* PROBLEM TO WORK ON *
In the listing below, find the line that contains "M758 581 778 622 869 713 902 711 966 704" and the line that contains "M380 830 446 955 539 973 548 985 602 1090". Quote both and every line between them, exactly, and nothing more.
═════ SOURCE MATERIAL ═════
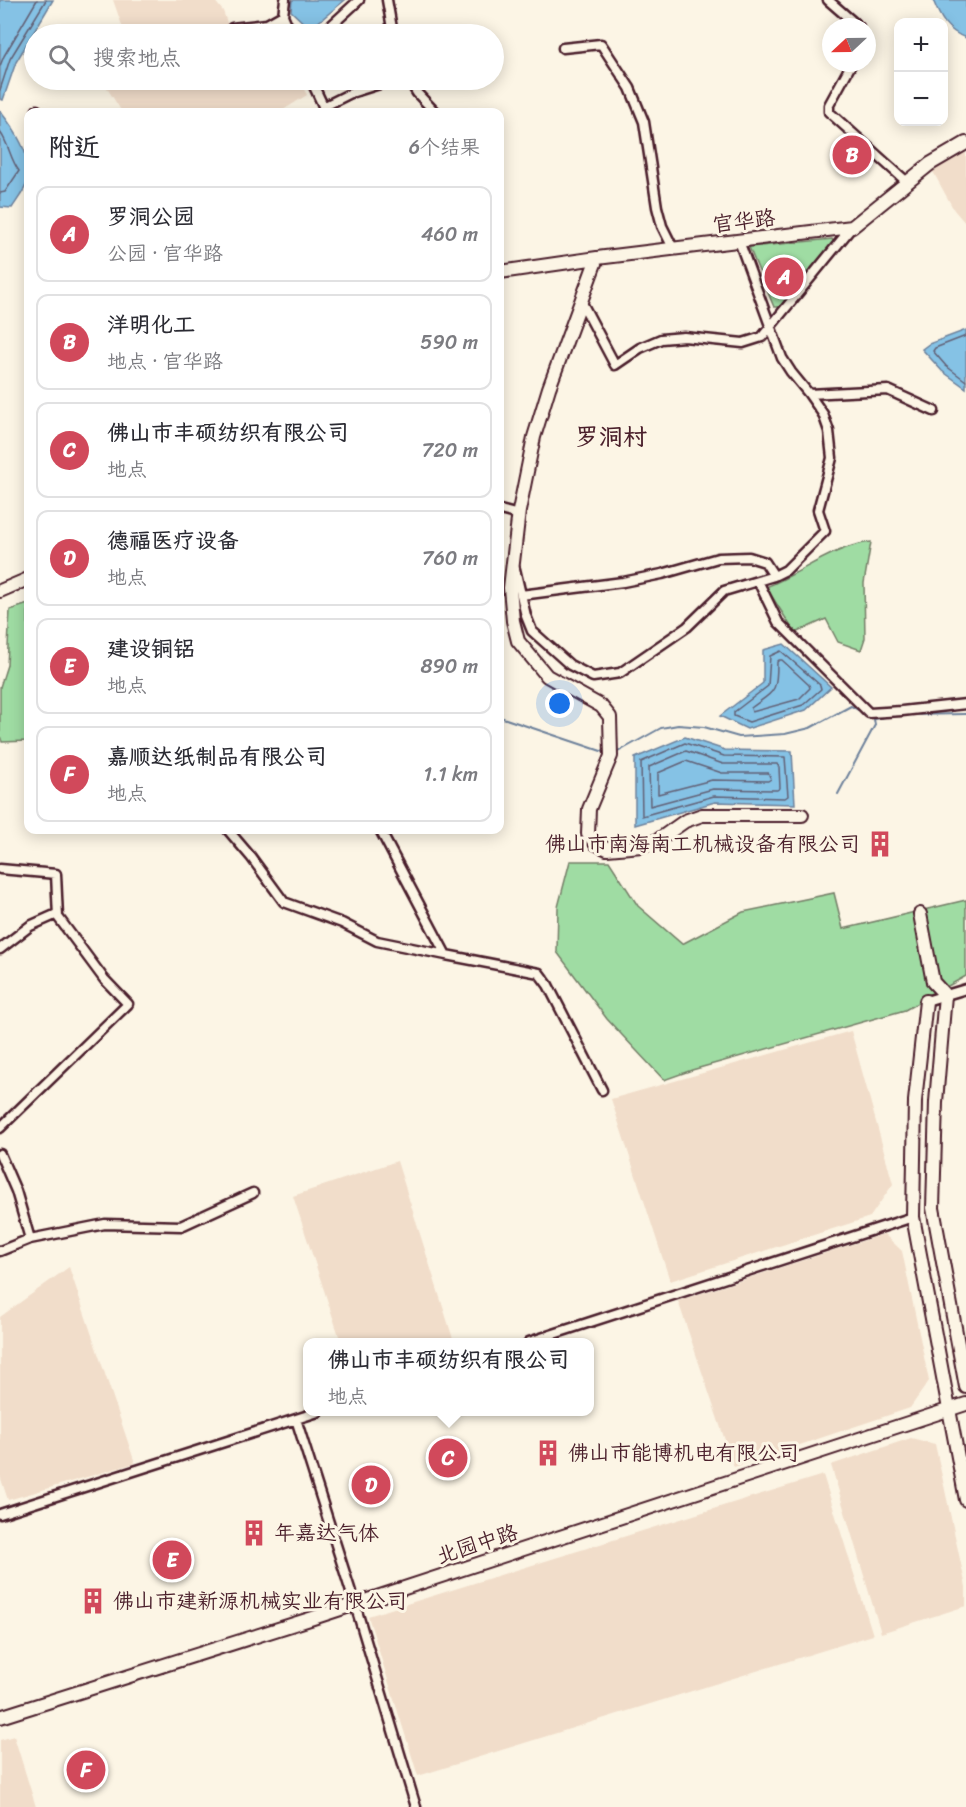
<!DOCTYPE html>
<html lang="zh">
<meta charset="utf-8">
<style>
body{margin:0;font-family:Sriracha,"LXGW WenKai TC",sans-serif;background:#f2f2f3;color:#2b2b33}
.controls{position:absolute;right:18px;top:18px;display:grid;overflow:hidden;border-radius:12px;box-shadow:0 3px 15px #0003}
.controls button{width:54px;height:54px;display:grid;place-items:center;padding:0;border:0;border-bottom:2px solid #e1e1e2;background:#fff;color:#2b2b33;font:30px sans-serif}
.compass{position:absolute;left:822px;top:18px;width:54px;height:54px;border-radius:50%;background:#fff;box-shadow:0 3px 15px #0003;rotate:248deg}
.you{position:absolute;left:560px;top:704px;width:21px;height:21px;margin:-15px;border:4px solid #fff;border-radius:50%;background:#1a73e8;box-shadow:0 0 0 9px #1a73e833}
.badge{display:grid;place-items:center;width:39px;height:39px;border-radius:50%;background:#d1495b;color:#fff;font-size:20px;font-weight:700}
.pin{position:absolute;translate:-50% -50%;border:3px solid #fff;box-shadow:0 2px 6px #0006}
.popup{position:absolute;left:303px;top:1338px;width:291px;height:78px;box-sizing:border-box;display:grid;place-content:center;border-radius:12px;background:#fff;filter:drop-shadow(0 2px 4px #0005);font-size:20px;white-space:nowrap;color:#7c7c81}
.popup b{font-size:22px;color:#2b2b33}
.popup::after{content:'';position:absolute;left:50%;top:100%;margin-left:-12px;border:12px solid transparent;border-top-color:#fff}
.list{margin:0;padding:0;list-style:none}
h2{display:flex;justify-content:space-between;align-items:center;height:78px;margin:0;padding:0 24px;font-size:26px}
h2 small{font-size:20px;font-weight:400;color:#7c7c81}
.list li{display:grid;grid-template-columns:39px 1fr auto;gap:18px;align-items:center;box-sizing:border-box;height:96px;margin:0 12px 12px;padding:0 12px;border:2px solid #e1e1e2;border-radius:12px}
.list b{display:block;font-size:22px;white-space:nowrap}
.list p{margin:0;font-size:20px;white-space:nowrap;color:#7c7c81}
.list em{font-size:20px;font-style:normal;color:#7c7c81}
.icon{flex:none;width:33px;height:33px;fill:none;stroke:currentColor;stroke-width:2;stroke-linecap:round;stroke-linejoin:round}
.map{position:relative;flex:none;width:966px;height:1807px;overflow:hidden}
.search{position:absolute;background:#fff;box-shadow:0 3px 15px #0003;left:24px;top:24px;width:480px;height:66px;display:flex;align-items:center;gap:15px;box-sizing:border-box;padding:0 21px;border-radius:33px;color:#7c7c81;font-size:22px}
.panel{position:absolute;background:#fff;box-shadow:0 3px 15px #0003;left:24px;top:108px;width:480px;height:726px;border-radius:12px}
.map>svg:first-child{display:block}
.built{fill:#f1ddca}
.green{fill:#9fdca3;stroke:#747e67;stroke-width:1.5}
.water{fill:#85c2e5;stroke:#6d819b;stroke-width:1.5}
.lines{fill:none;stroke-linecap:round;stroke-linejoin:round}
.shore{stroke:#626075;stroke-width:1.5}
.stream{stroke:#6d819b;stroke-width:2}
.street-casing{stroke:#4a1f2b;stroke-width:13}
.secondary-casing{stroke:#4a1f2b;stroke-width:16}
.street{stroke:#fcf5e5;stroke-width:8}
.secondary{stroke:#fcf5e5;stroke-width:12}
.labels{text-anchor:middle;stroke-width:6;stroke-linejoin:round;paint-order:stroke}
.street-label{font-size:21px;fill:#4a1f2b;stroke:#fcf5e5}
.poi-label{font-size:21px;fill:#4a1f2b;stroke:#fcf5e5;text-anchor:start}
.quarter-label{font-size:24px;font-weight:bold;fill:#4a1f2b;stroke:#fcf5e5}
</style>
<div class="map">
<svg width="966" height="1807" viewBox="0 0 966 1807">
<rect width="100%" height="100%" fill="#fcf5e5"/>
<filter id="ink" filterUnits="userSpaceOnUse"><feTurbulence type="fractalNoise" baseFrequency=".0167" numOctaves="2"/><feDisplacementMap in="SourceGraphic" scale="12" xChannelSelector="R" yChannelSelector="G"/><feConvolveMatrix kernelMatrix="1 2 1 2 8 2 1 2 1" color-interpolation-filters="sRGB"/></filter>
<g filter="url(#ink)">
<path class="built" d="M113 0H214L223 11 231 34H125Z
M125 80H299L307 95 280 112H122L107 88Z
M966 153V224L954 210 931 168Z
M851 1031 893 1184 870 1217 670 1281 611 1099Z
M397 1161 454 1342H341L293 1196Z
M884 1234 902 1251 929 1381 910 1408 734 1467 678 1301Z
M69 1267 135 1463 8 1500 0 1476V1317Z
M911 1438 935 1444 966 1587V1606L881 1633 831 1465Z
M823 1475 873 1635 418 1776 368 1616Z
M14 1736 36 1807H0V1740Z"/>
<path class="green" d="M832 239 834 243 782 307H774L749 247Z
M871 542 864 583 865 638 861 650 838 642 826 619 795 633 766 587C801 573 834 546 871 542Z
M28 604V741L2 742 0 736V687L7 665 10 610Z
M570 861H609L638 906 682 944 743 912 834 893 843 929 966 900V976L905 1010 692 1070 664 1080 607 1019 557 952 558 907Z"/>
<path class="water" d="M0 0H53L16 62 3 100 0 99Z
M292 0H345L310 29 291 11Z
M933 0H966V38C947 31 940 18 933 0Z
M0 111C13 127 34 158 28 180 26 189 17 200 12 208L0 207Z
M966 330V388L942 371 922 349 929 344Z
M784 644 831 687 806 710 747 729 720 716 763 683V650Z
M685 737 725 750 792 751 795 804 715 802 635 825V758Z"/>
<g class="lines">
<path class="shore" d="M0 66 4 56 37 0
M0 90 10 59 46 0
M0 132C9 144 10 159 19 171L5 192 0 193
M966 336 935 348 933 351 946 366 966 381
M781 651 820 685 821 689 803 705 749 722 734 716V712L768 686 770 656Z
M779 660H782L809 685 810 688 799 699 752 712 751 708C775 690 777 693 777 662Z
M685 743 724 756 785 757 788 796 785 798 714 796 642 816 641 762Z
M686 751 723 764H777L779 767 780 788 777 790 713 789 650 806 649 767Z
M686 761 722 773H768L771 779 768 781 712 780 658 794V773Z"/>
<path class="stream" d="M906 715 966 714
M500 717 607 753
M616 753 661 728 678 725 704 727 739 737 785 734 810 728 851 706 858 710
M838 794 875 725 874 719 897 715"/>
<g class="street-casing">
<path id="street" d="M285 0 283 15 291 34
M387 0 393 34
M828 0 859 27
M232 28 267 24 283 15
M322 34 359 0
M563 48 601 44 630 88 644 122 657 207 662 226 673 248
M852 63 829 105V112L907 182
M311 80 326 112
M409 80 417 93 435 112
M323 107 351 93 392 80
M37 110V112
M739 241 782 358 791 372 809 394
M581 301 615 365 640 348 661 339 684 337 743 343 762 337 852 227
M500 510 519 515
M515 569 526 616 532 631 570 665 593 677 620 673 687 627 724 591 774 576
M758 581 778 622 869 713 902 711 966 704
M521 595 623 582 662 574 718 558 749 557 765 562 774 576 786 570 825 531 818 510 832 458 829 431 823 414 809 394 888 390 934 411
M228 830 251 857 284 902 342 923 377 941 446 955
M380 830 446 955 539 973 548 985 602 1090
M0 869 56 874 58 917 104 979 128 1004 0 1128
M0 949 30 926 57 914
M926 1001 966 989
M0 1154 16 1191 30 1239
M0 1251 30 1239 105 1224 181 1226 253 1193
M529 1342 913 1217
M296 1419 357 1611 416 1807
M0 1514 318 1412"/>
</g>
<g class="secondary-casing">
<path id="secondary" d="M597 258 549 388 534 437 519 511 510 588 513 621 518 641 547 676 601 706 610 717 611 756 589 809 588 834 595 843 607 849 642 846 658 840 685 821 702 815H802
M500 272 597 258 852 227 930 164 966 143
M0 591 28 579
M920 914 933 982 945 995 936 1102 933 1208 966 1387
M926 1001 915 1101 913 1217 966 1500
M0 1717 313 1618 966 1404"/>
</g>
<use href="#street" class="street"/>
<use href="#secondary" class="secondary"/>
</g>
</g>
<defs>
<g id="building-bare" transform="scale(2.07)"><path d="M-4-6H4V6H1V3H-1V6H-4ZM-2.5-4.3h1.7v1.8h-1.7ZM.8-4.3h1.7v1.8H.8ZM-2.5-1h1.7V.8h-1.7ZM.8-1h1.7V.8H.8Z" fill="#d1495b" stroke="#fcf5e5" stroke-width="2.5" paint-order="stroke"/></g>
</defs>
<g fill-rule="evenodd">
<use href="#building-bare" x="880" y="844"/>
<use href="#building-bare" x="548" y="1453"/>
<use href="#building-bare" x="254" y="1533"/>
<use href="#building-bare" x="93" y="1601"/>
</g>
<g class="labels">
<g class="street-label">
<text transform="translate(744 221) rotate(-7)" y="7">官华路</text>
<text transform="translate(477 1544) rotate(-18)" y="7">北园中路</text>
</g>
<g class="poi-label">
<text x="860" y="851" text-anchor="end">佛山市南海南工机械设备有限公司</text>
<text x="568" y="1460">佛山市能博机电有限公司</text>
<text x="274" y="1540">年嘉达气体</text>
<text x="113" y="1608">佛山市建新源机械实业有限公司</text>
</g>
<g class="quarter-label">
<text x="611" y="445">罗洞村</text>
</g>
</g>
</svg>
<div class="controls">
<button>+</button>
<button>−</button>
</div>
<svg class="compass" viewBox="-18 -18 36 36"><path d="M0-13l5 13h-10z" fill="#e53935"/><path d="M0 13l5-13h-10z" fill="#7c7c81"/></svg>
<div class="you"></div>
<div class="pin badge" style="left:784px;top:277px">A</div>
<div class="pin badge" style="left:852px;top:155px">B</div>
<div class="pin badge" style="left:448px;top:1458px">C</div>
<div class="popup"><b>佛山市丰硕纺织有限公司</b>地点</div>
<div class="pin badge" style="left:371px;top:1485px">D</div>
<div class="pin badge" style="left:172px;top:1560px">E</div>
<div class="pin badge" style="left:86px;top:1770px">F</div>
<div class="search"><svg class="icon" aria-label="search" viewBox="0 0 24 24"><circle cx="10" cy="10" r="6"/><path d="M15 15l6 6"/></svg>搜索地点</div>
<section class="panel">
<h2>附近<small>6个结果</small></h2>
<ul class="list">
<li><span class="badge">A</span><div><b>罗洞公园</b><p>公园 · 官华路</p></div><em>460 m</em></li>
<li><span class="badge">B</span><div><b>洋明化工</b><p>地点 · 官华路</p></div><em>590 m</em></li>
<li><span class="badge">C</span><div><b>佛山市丰硕纺织有限公司</b><p>地点</p></div><em>720 m</em></li>
<li><span class="badge">D</span><div><b>德福医疗设备</b><p>地点</p></div><em>760 m</em></li>
<li><span class="badge">E</span><div><b>建设铜铝</b><p>地点</p></div><em>890 m</em></li>
<li><span class="badge">F</span><div><b>嘉顺达纸制品有限公司</b><p>地点</p></div><em>1.1 km</em></li>
</ul>
</section>
</div>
═════
* RESPONSE TO THE EXERCISE *
M758 581 778 622 869 713 902 711 966 704
M521 595 623 582 662 574 718 558 749 557 765 562 774 576 786 570 825 531 818 510 832 458 829 431 823 414 809 394 888 390 934 411
M228 830 251 857 284 902 342 923 377 941 446 955
M380 830 446 955 539 973 548 985 602 1090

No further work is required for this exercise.